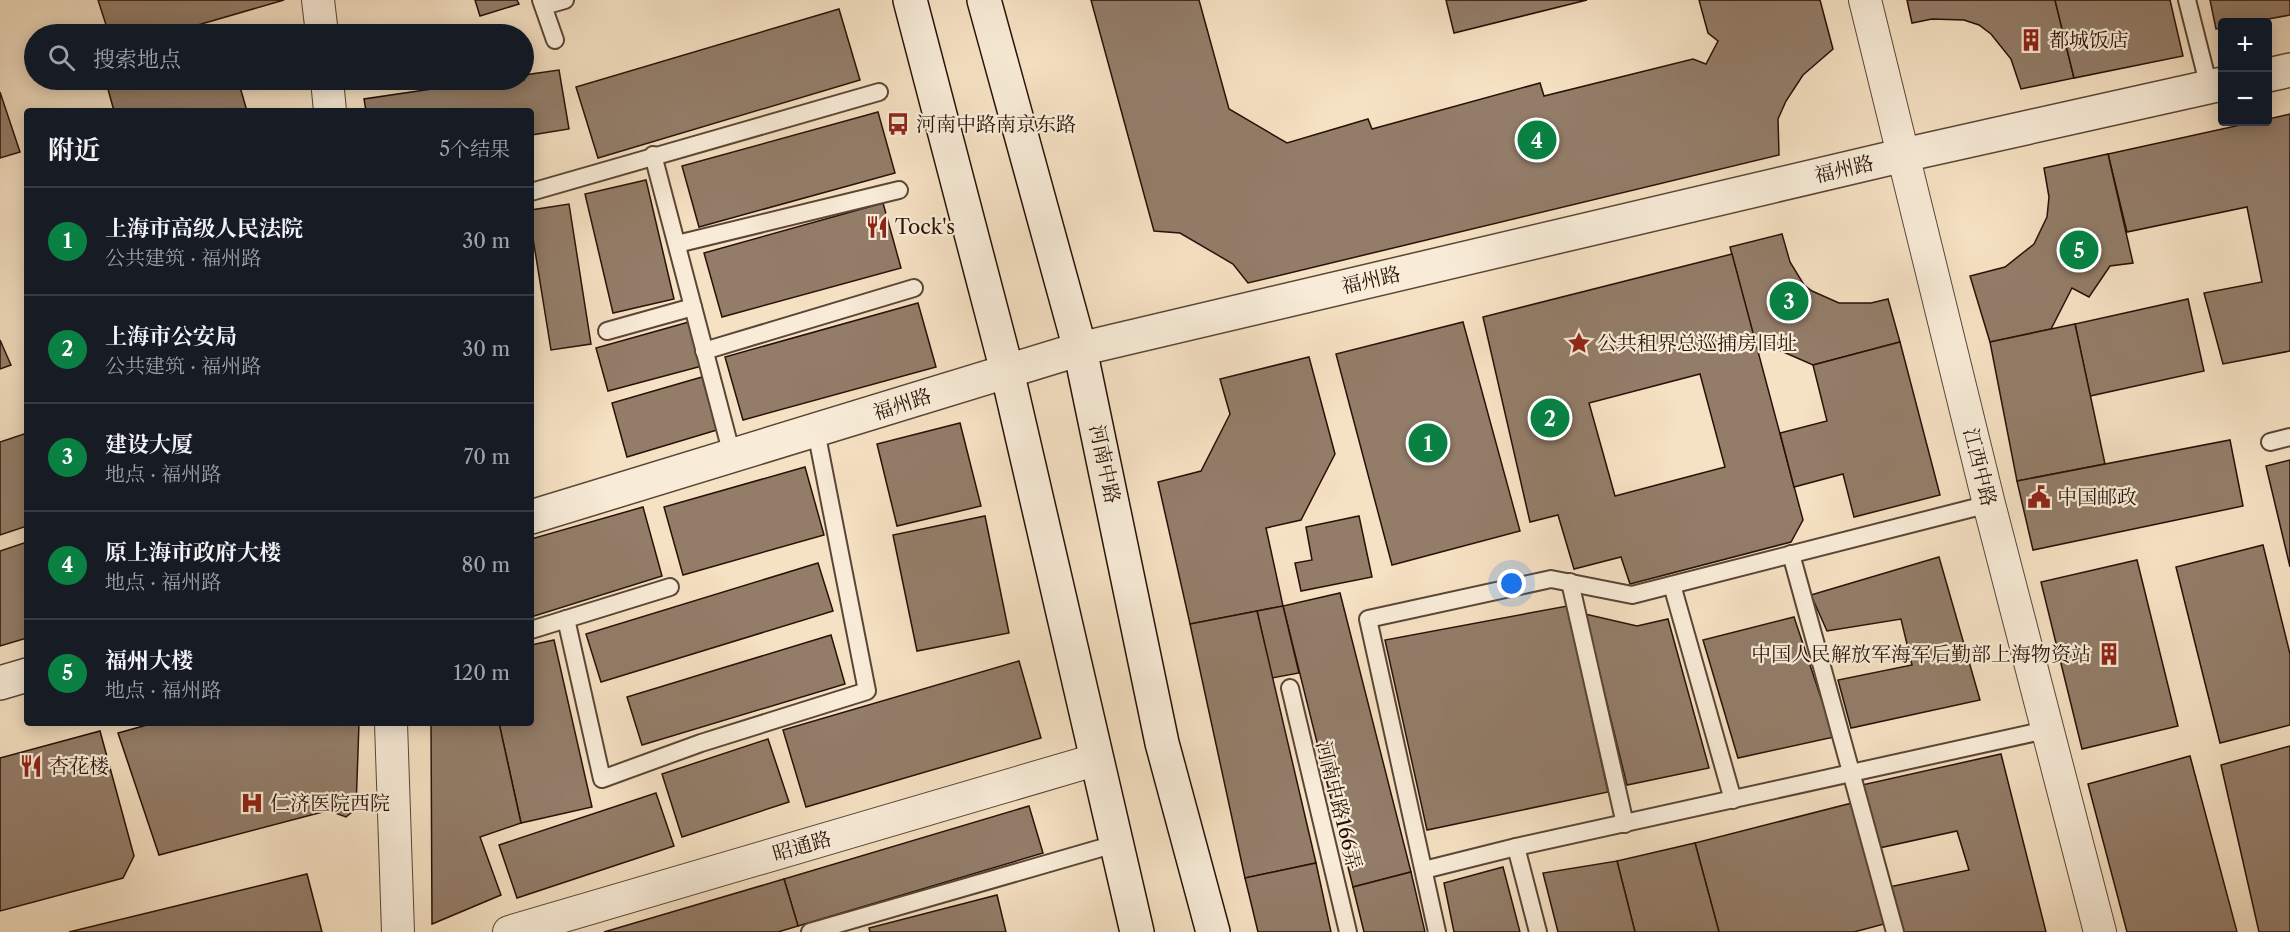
<!DOCTYPE html>
<html lang="zh">
<meta charset="utf-8">
<style>
:root{--surface:#171b24;--page:#242831;--text:#f1f3f6;--muted:#9ea1a6;--line:#363941;--accent:#0b8043}
body{margin:0;font-family:"Libre Caslon Text","Noto Serif SC",serif;background:var(--page);color:var(--text)}
.controls{position:absolute;right:18px;top:18px;display:grid;overflow:hidden;border-radius:6px;box-shadow:0 3px 15px #0003}
.controls button{width:54px;height:54px;display:grid;place-items:center;padding:0;border:0;border-bottom:2px solid var(--line);background:var(--surface);color:var(--text);font:30px sans-serif}
.you{position:absolute;left:1512px;top:584px;width:21px;height:21px;margin:-15px;border:4px solid #fff;border-radius:50%;background:#1a73e8;box-shadow:0 0 0 9px #1a73e833}
.badge{display:grid;place-items:center;width:39px;height:39px;border-radius:50%;background:var(--accent);color:#fff;font-size:20px;font-weight:700}
.pin{position:absolute;translate:-50% -50%;border:3px solid #fff;box-shadow:0 2px 6px #0006}
.list{margin:0;padding:0;list-style:none}
h2{display:flex;justify-content:space-between;align-items:center;height:78px;margin:0;padding:0 24px;font-size:26px}
h2 small{font-size:20px;font-weight:400;color:var(--muted)}
.list li{display:grid;grid-template-columns:39px 1fr auto;gap:18px;align-items:center;box-sizing:border-box;height:108px;padding:0 24px;border-top:2px solid var(--line)}
.list b{display:block;font-size:22px;white-space:nowrap}
.list p{margin:0;font-size:20px;white-space:nowrap;color:var(--muted)}
.list em{font-size:20px;font-style:normal;color:var(--muted)}
.icon{flex:none;width:33px;height:33px;fill:none;stroke:currentColor;stroke-width:2;stroke-linecap:round;stroke-linejoin:round}
.map{position:relative;flex:none;width:2290px;height:932px;overflow:hidden}
.search{position:absolute;background:var(--surface);box-shadow:0 3px 15px #0003;left:24px;top:24px;width:510px;height:66px;display:flex;align-items:center;gap:15px;box-sizing:border-box;padding:0 21px;border-radius:33px;color:var(--muted);font-size:22px}
.panel{position:absolute;background:var(--surface);box-shadow:0 3px 15px #0003;left:24px;top:108px;width:510px;height:618px;border-radius:6px}
.map>svg:first-child{display:block}
.building{fill:#937d69;stroke:#281107;stroke-width:1.5;fill-rule:evenodd}
.lines{fill:none;stroke-linecap:round;stroke-linejoin:round}
.service-casing{stroke:#5b4536;stroke-width:20}
.minor-casing{stroke:#5b4536;stroke-width:34}
.tertiary-casing{stroke:#5b4536;stroke-width:36}
.secondary-casing{stroke:#281107;stroke-width:36}
.service{stroke:#f8ecd8;stroke-width:16}
.minor{stroke:#f8ecd8;stroke-width:32}
.tertiary{stroke:#f8ecd8;stroke-width:33}
.secondary{stroke:#f8ecd8;stroke-width:33}
.labels{text-anchor:middle;stroke-width:4.5;stroke-linejoin:round;paint-order:stroke}
.poi-label{font-size:20px;fill:#281107;stroke:#f8ecd8;text-anchor:start}
.street-label{font-size:20px;fill:#281107;stroke:#f8ecd8}
</style>
<div class="map">
<svg width="2290" height="932" viewBox="0 0 2290 932">
<rect width="100%" height="100%" fill="#f5e1c3"/>
<filter id="stains"><feTurbulence type="fractalNoise" baseFrequency=".00333" numOctaves="4"/><feColorMatrix values="0 0 0 0 .2 0 0 0 0 .09 0 0 0 0 .02 0 0 0 .5 -.17"/></filter>
<radialGradient id="worn" r=".72"><stop offset=".6" stop-color="#630" stop-opacity="0"/><stop offset="1" stop-color="#630" stop-opacity=".3"/></radialGradient>
<g class="building">
<path d="M98 0H284L167 34H109Z"/>
<path d="M475 0H517L519 4 480 16Z"/>
<path d="M1091 0H1199L1229 109 1287 143 1368 119 1372 129 1540 83 1544 96 1693 59 1706 64 1718 41 1708 33 1699 0H1820L1833 49 1803 75 1786 101 1778 119 1779 155 1248 283 1233 264 1180 233 1154 231Z"/>
<path d="M1446 0H1587L1454 33Z"/>
<path d="M1907 0H2055L2074 78 2021 89 2011 59 1991 34 1979 25 1964 20 1932 19 1912 23Z"/>
<path d="M2055 0H2170L2183 56 2074 78Z"/>
<path d="M2210 0H2290V15L2252 22H2222V28L2216 29Z"/>
<path d="M839 9 860 80 598 158 576 87Z"/>
<path d="M559 70 569 129 531 135V111H366L364 99 493 80H524V75Z"/>
<path d="M116 80H238L247 111H114L106 82Z"/>
<path d="M0 92 20 152 0 158Z"/>
<path d="M878 112 895 173 699 227 682 166Z"/>
<path d="M2290 114V351L2223 364 2204 293 2262 282 2247 207 2127 232 2108 154 2254 122H2268V119Z"/>
<path d="M2108 154 2133 263 2110 266 2089 297 2072 288 2051 329 1990 342 1970 276 2005 267 2034 244 2047 217 2049 197 2044 168Z"/>
<path d="M646 180 674 299 613 313 585 194Z"/>
<path d="M883 203 901 268 722 317 704 253Z"/>
<path d="M569 204 591 344 551 350 531 226V210Z"/>
<path d="M1782 234 1790 262 1804 285 1812 291 1839 303H1871L1888 299 1900 342 1813 365 1754 339 1730 247Z"/>
<path d="M1732 254 1803 520 1791 542 1630 584 1621 557 1574 569 1558 515 1530 522 1483 317ZM1700 374 1725 467 1615 496 1589 403Z"/>
<path d="M2188 299 2204 371 2090 396 2075 324Z"/>
<path d="M918 303 936 367 743 420 725 357Z"/>
<path d="M689 322 702 366 608 391 596 348Z"/>
<path d="M1463 322 1520 531 1392 565 1336 354Z"/>
<path d="M2075 324 2105 464 2017 481 1990 342Z"/>
<path d="M0 340 11 365 0 369Z"/>
<path d="M1900 342 1940 495 1854 517 1843 474 1794 487 1780 433 1827 421 1813 365Z"/>
<path d="M1309 357 1335 454 1301 520 1266 528 1283 606 1190 624 1158 482 1201 471 1230 414 1220 379Z"/>
<path d="M702 377 717 430 627 457 612 403Z"/>
<path d="M960 423 981 506 897 526 877 444Z"/>
<path d="M27 433V526L0 535V442Z"/>
<path d="M2230 440 2243 506 2033 550 2017 481Z"/>
<path d="M2290 460V567L2266 466Z"/>
<path d="M805 467 824 535 683 575 664 507Z"/>
<path d="M643 507 662 576 531 617V539Z"/>
<path d="M985 516 1009 633 917 651 893 535Z"/>
<path d="M1359 516 1372 577 1301 591 1295 563 1312 560 1306 527Z"/>
<path d="M27 542V638L0 646V551Z"/>
<path d="M2263 545 2290 654V725L2220 743 2176 567Z"/>
<path d="M1939 557 1980 700 1851 728 1838 680 1912 665 1901 619 1827 631 1811 595Z"/>
<path d="M2137 560 2178 726 2082 749 2041 582Z"/>
<path d="M818 563 833 611 601 682 586 634Z"/>
<path d="M1340 593 1411 872 1353 887 1283 606Z"/>
<path d="M1283 606 1299 673 1272 678 1257 611Z"/>
<path d="M1567 606 1608 792 1427 830 1385 640Z"/>
<path d="M1257 611 1316 863 1245 878 1190 624Z"/>
<path d="M1585 614 1637 626 1668 619 1709 768 1627 785Z"/>
<path d="M1794 617 1834 737 1738 758 1703 640Z"/>
<path d="M831 635 845 684 642 745 627 697Z"/>
<path d="M554 640 592 807 521 823 499 723H531V645Z"/>
<path d="M1019 661 1041 738 806 807 783 730Z"/>
<path d="M154 723H359L356 809 346 817 335 813 334 809 159 855 118 733Z"/>
<path d="M431 723H499L521 823 480 837 501 895 432 924Z"/>
<path d="M100 731 134 856 123 878 0 911V758Z"/>
<path d="M768 739 789 802 682 837 662 774Z"/>
<path d="M2290 746V932H2259L2221 765Z"/>
<path d="M2001 754 2046 932H1901L1889 887 1969 870 1957 831 1879 848 1862 785Z"/>
<path d="M2190 756 2237 932H2127L2088 784Z"/>
<path d="M656 793 674 846 517 898 499 845Z"/>
<path d="M1852 803 1884 924 1854 932H1719L1695 843Z"/>
<path d="M1029 806 1043 853 798 926 784 879Z"/>
<path d="M1695 843 1719 932H1635L1617 861Z"/>
<path d="M1617 861 1635 932H1558L1543 873Z"/>
<path d="M1316 863 1331 932H1258L1245 878Z"/>
<path d="M1503 867 1520 932H1454L1444 883Z"/>
<path d="M1411 872 1425 932H1364L1353 887Z"/>
<path d="M307 874 322 932H69Z"/>
<path d="M784 879 798 926 778 932H604Z"/>
<path d="M997 895 1006 932H870L869 928Z"/>
</g>
<g class="lines">
<g class="service-casing">
<g id="service">
<path d="M541 0 555 40"/>
<path d="M2187 0 2209 87"/>
<path d="M544 6 565 0"/>
<path d="M653 155 732 455"/>
<path d="M531 192 879 92"/>
<path d="M677 244 899 190"/>
<path d="M607 331 693 307"/>
<path d="M704 351 914 288"/>
<path d="M2270 442 2290 437"/>
<path d="M1791 554 1895 932"/>
<path d="M1570 582 1625 824"/>
<path d="M1672 585 1733 800"/>
<path d="M566 619 602 779 701 743 867 691 816 431"/>
<path d="M531 630 670 587"/>
<path d="M1290 688 1348 932"/>
<path d="M1516 847 1538 932"/>
<path d="M1424 870 1516 847 2046 730"/>
<path d="M810 932 1115 844"/>
<path d="M1437 932 1368 619 1551 579 1632 595 1989 504"/>
</g>
</g>
<g class="minor-casing">
<g id="minor">
<path d="M318 0 322 34"/>
<path d="M1865 0 1989 504 2100 932"/>
<path d="M327 80 330 111"/>
<path d="M391 723 398 932"/>
<path d="M509 932 1095 760"/>
</g>
</g>
<g class="tertiary-casing">
<g id="tertiary">
<path d="M2268 75 2290 70"/>
<path d="M531 517 1080 349 1904 155 2222 84"/>
<path d="M0 683 27 675"/>
</g>
</g>
<g class="secondary-casing">
<g id="secondary">
<path d="M910 0 1007 371 1137 932"/>
<path d="M984 0 1080 349 1162 743 1213 932"/>
</g>
</g>
<use href="#service" class="service"/>
<use href="#minor" class="minor"/>
<use href="#tertiary" class="tertiary"/>
<use href="#secondary" class="secondary"/>
</g>
<defs>
<g id="building-bare" transform="scale(1.8)"><path d="M-4-6H4V6H1V3H-1V6H-4ZM-2.5-4.3h1.7v1.8h-1.7ZM.8-4.3h1.7v1.8H.8ZM-2.5-1h1.7V.8h-1.7ZM.8-1h1.7V.8H.8Z" fill="#8f2418" stroke="#f8ecd8" stroke-width="2.5" paint-order="stroke"/></g>
<g id="bus-bare" transform="scale(1.8)"><path d="M-5-6H5V4H4V6H2V4H-2V6H-4V4H-5ZM-3.5-4V0h7V-4ZM-3.5 1.2v1.5H-2V1.2ZM2 1.2v1.5H3.5V1.2Z" fill="#8f2418" stroke="#f8ecd8" stroke-width="2.5" paint-order="stroke"/></g>
<g id="restaurant-bare" transform="scale(1.8)"><path d="M-5-6h1v4h1v-4h1v4h1v-4h1v5L-1.5 .5V6h-2V.5L-5-1ZM5-6V6H3V1.5H1.5Q1.5-4 5-6Z" fill="#8f2418" stroke="#f8ecd8" stroke-width="2.5" paint-order="stroke"/></g>
<g id="sight-bare" transform="scale(1.8)"><path d="M0-6L1.8-2.2L6-1.7L2.9 1.2L3.7 5.4L0 3.3L-3.7 5.4L-2.9 1.2L-6-1.7L-1.8-2.2Z" fill="#8f2418" stroke="#f8ecd8" stroke-width="2.5" paint-order="stroke"/></g>
<g id="civic-bare" transform="scale(1.8)"><path d="M-.6-6.5H3V-4.5H.6V-3L4-1V1h2V6H-6V1h2V-1L-.6-3ZM-1.2 2.5V6h2.4V2.5Z" fill="#8f2418" stroke="#f8ecd8" stroke-width="2.5" paint-order="stroke"/></g>
<g id="hospital-bare" transform="scale(1.8)"><path d="M-5-5h3v3.5h4V-5h3V5h-3V1.5h-4V5h-3Z" fill="#8f2418" stroke="#f8ecd8" stroke-width="2.5" paint-order="stroke"/></g>
</defs>
<g fill-rule="evenodd">
<use href="#building-bare" x="2031" y="40"/>
<use href="#bus-bare" x="898" y="124"/>
<use href="#restaurant-bare" x="877" y="227"/>
<use href="#sight-bare" x="1579" y="343"/>
<use href="#civic-bare" x="2039" y="497"/>
<use href="#building-bare" x="2109" y="654"/>
<use href="#restaurant-bare" x="31" y="766"/>
<use href="#hospital-bare" x="252" y="803"/>
</g>
<g class="labels">
<g class="poi-label">
<text x="2049" y="47">都城饭店</text>
<text x="916" y="131">河南中路南京东路</text>
<text x="895" y="234">Tock's</text>
<text x="1597" y="350">公共租界总巡捕房旧址</text>
<text x="2057" y="504">中国邮政</text>
<text x="2091" y="661" text-anchor="end">中国人民解放军海军后勤部上海物资站</text>
<text x="49" y="773">杏花楼</text>
<text x="270" y="810">仁济医院西院</text>
</g>
<g class="street-label">
<text transform="translate(1844 169) rotate(-13)" y="7">福州路</text>
<text transform="translate(1371 280) rotate(-13)" y="7">福州路</text>
<text transform="translate(902 404) rotate(-18)" y="7">福州路</text>
<text transform="translate(1105 464) rotate(78)" y="7">河南中路</text>
<text transform="translate(1980 467) rotate(76)" y="7">江西中路</text>
<text transform="translate(1339 805) rotate(76)" y="7">河南中路166弄</text>
<text transform="translate(802 846) rotate(-16)" y="7">昭通路</text>
</g>
</g>
<rect width="100%" height="100%" filter="url(#stains)"/>
<rect width="100%" height="100%" fill="url(#worn)"/>
</svg>
<div class="controls">
<button>+</button>
<button>−</button>
</div>
<div class="you"></div>
<div class="pin badge" style="left:1428px;top:443px">1</div>
<div class="pin badge" style="left:1550px;top:418px">2</div>
<div class="pin badge" style="left:1789px;top:301px">3</div>
<div class="pin badge" style="left:1537px;top:140px">4</div>
<div class="pin badge" style="left:2079px;top:250px">5</div>
<div class="search"><svg class="icon" aria-label="search" viewBox="0 0 24 24"><circle cx="10" cy="10" r="6"/><path d="M15 15l6 6"/></svg>搜索地点</div>
<section class="panel">
<h2>附近<small>5个结果</small></h2>
<ul class="list">
<li><span class="badge">1</span><div><b>上海市高级人民法院</b><p>公共建筑 · 福州路</p></div><em>30 m</em></li>
<li><span class="badge">2</span><div><b>上海市公安局</b><p>公共建筑 · 福州路</p></div><em>30 m</em></li>
<li><span class="badge">3</span><div><b>建设大厦</b><p>地点 · 福州路</p></div><em>70 m</em></li>
<li><span class="badge">4</span><div><b>原上海市政府大楼</b><p>地点 · 福州路</p></div><em>80 m</em></li>
<li><span class="badge">5</span><div><b>福州大楼</b><p>地点 · 福州路</p></div><em>120 m</em></li>
</ul>
</section>
</div>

________________________

• Exercise prompt
Output, from the data above, the lines from the line with "440 2243 506" to the line with "606 1299 673" exactly as they stand, both ends included and nothing else.

• Exercise result
<path d="M2230 440 2243 506 2033 550 2017 481Z"/>
<path d="M2290 460V567L2266 466Z"/>
<path d="M805 467 824 535 683 575 664 507Z"/>
<path d="M643 507 662 576 531 617V539Z"/>
<path d="M985 516 1009 633 917 651 893 535Z"/>
<path d="M1359 516 1372 577 1301 591 1295 563 1312 560 1306 527Z"/>
<path d="M27 542V638L0 646V551Z"/>
<path d="M2263 545 2290 654V725L2220 743 2176 567Z"/>
<path d="M1939 557 1980 700 1851 728 1838 680 1912 665 1901 619 1827 631 1811 595Z"/>
<path d="M2137 560 2178 726 2082 749 2041 582Z"/>
<path d="M818 563 833 611 601 682 586 634Z"/>
<path d="M1340 593 1411 872 1353 887 1283 606Z"/>
<path d="M1283 606 1299 673 1272 678 1257 611Z"/>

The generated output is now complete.